EXERCISE ▸ Please make an exact copy of the listing, without the pictures.

RECORDS TO USE ▸
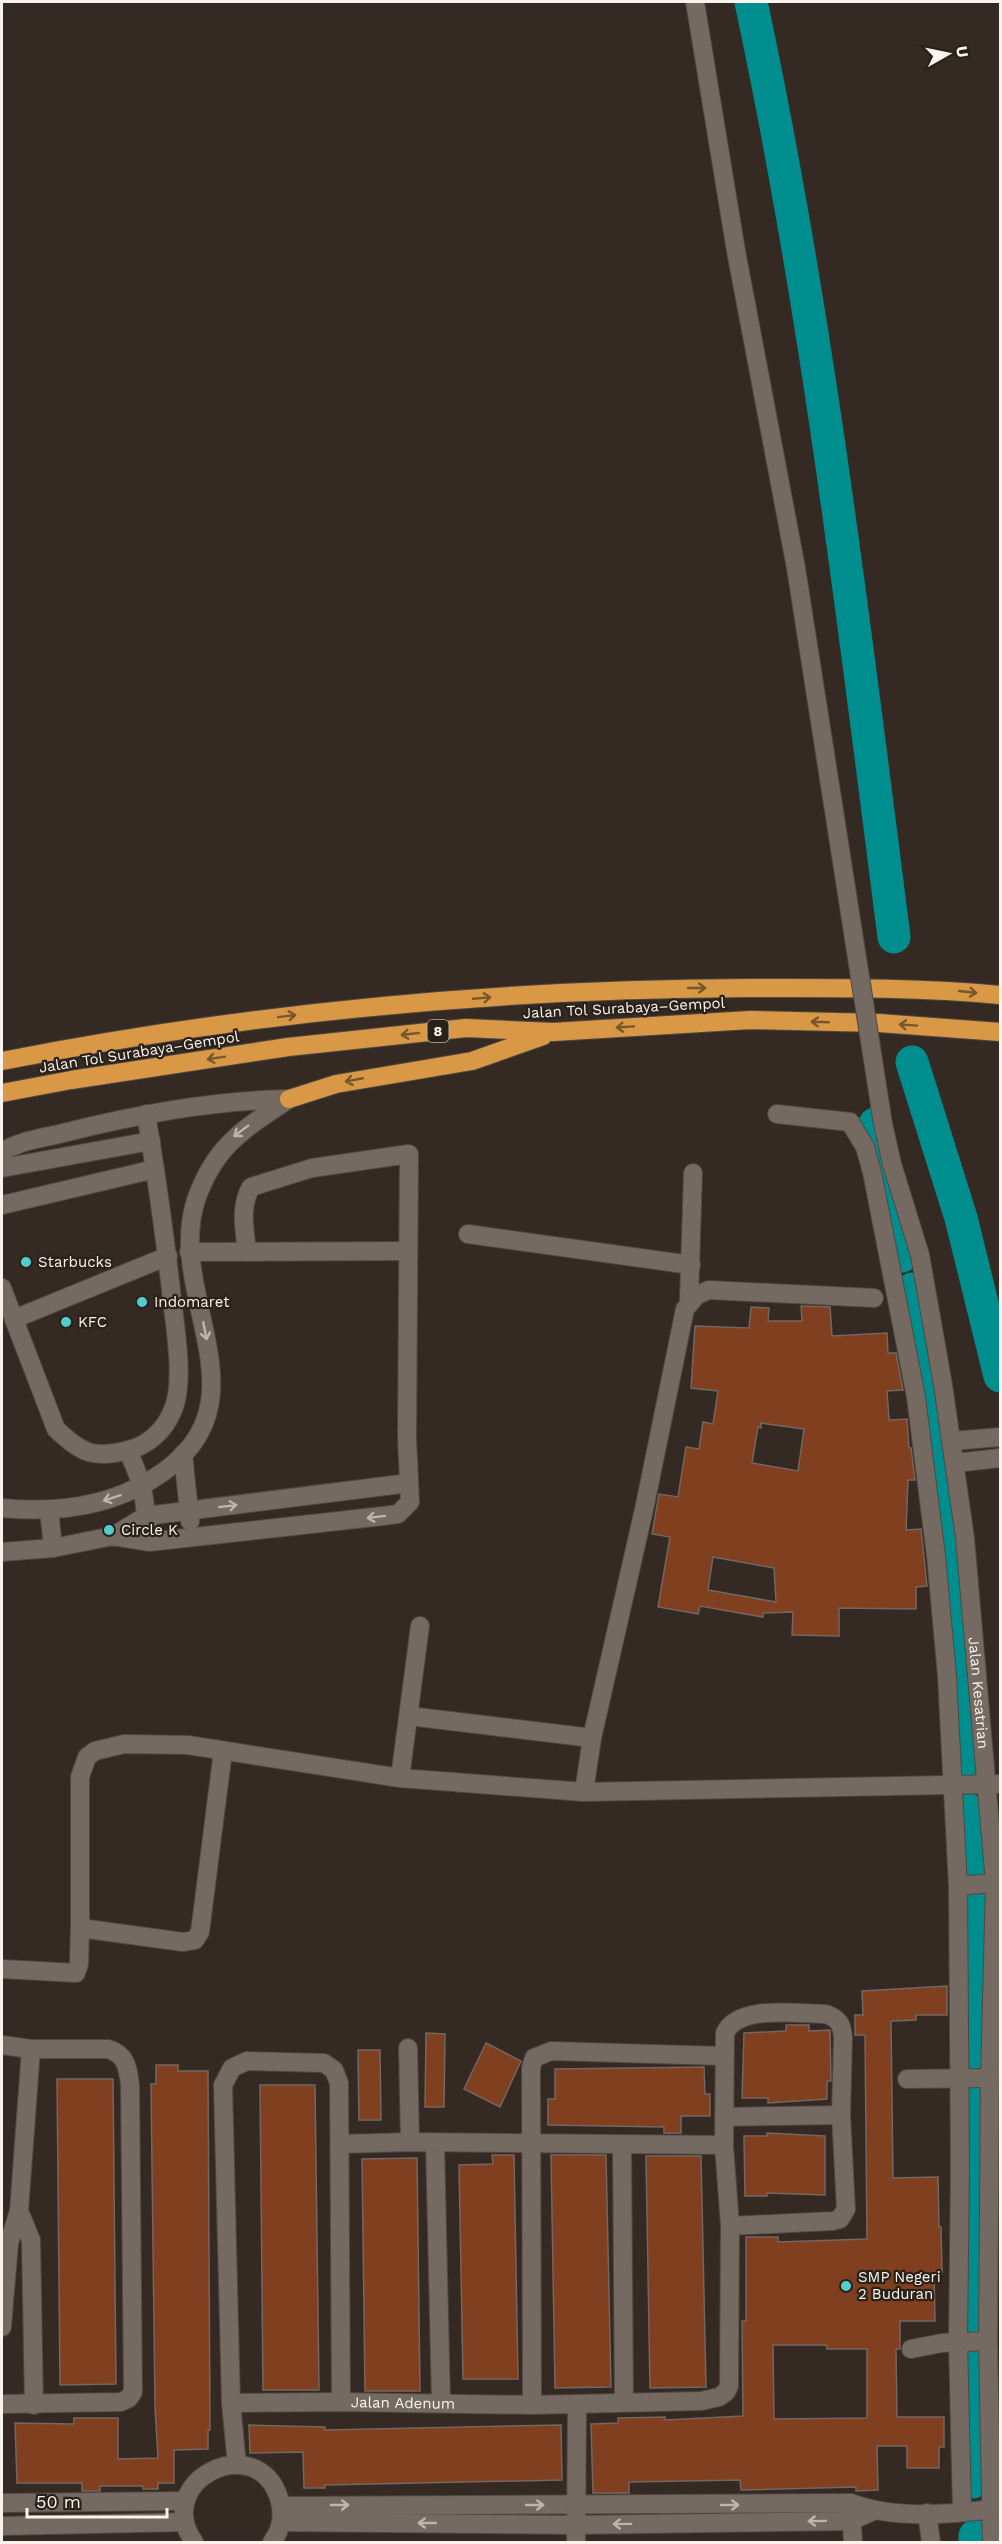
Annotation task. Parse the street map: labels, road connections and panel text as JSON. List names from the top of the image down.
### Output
{
  "streets": {
    "highway": ["Jalan Tol Surabaya–Gempol", "8"],
    "street": ["Jalan Kesatrian", "Jalan Adenum"]
  },
  "places": [
    "Starbucks",
    "Indomaret",
    "KFC",
    "Circle K",
    "SMP Negeri 2 Buduran"
  ],
  "scale_bar": "50 m",
  "north": "right"
}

RESPONSE BELOW ▸
Annotation task. Parse the street map: labels, road connections and panel text as JSON. List names from the top of the image down.
### Output
{
  "streets": {
    "highway": ["Jalan Tol Surabaya–Gempol", "8"],
    "street": ["Jalan Kesatrian", "Jalan Adenum"]
  },
  "places": [
    "Starbucks",
    "Indomaret",
    "KFC",
    "Circle K",
    "SMP Negeri 2 Buduran"
  ],
  "scale_bar": "50 m",
  "north": "right"
}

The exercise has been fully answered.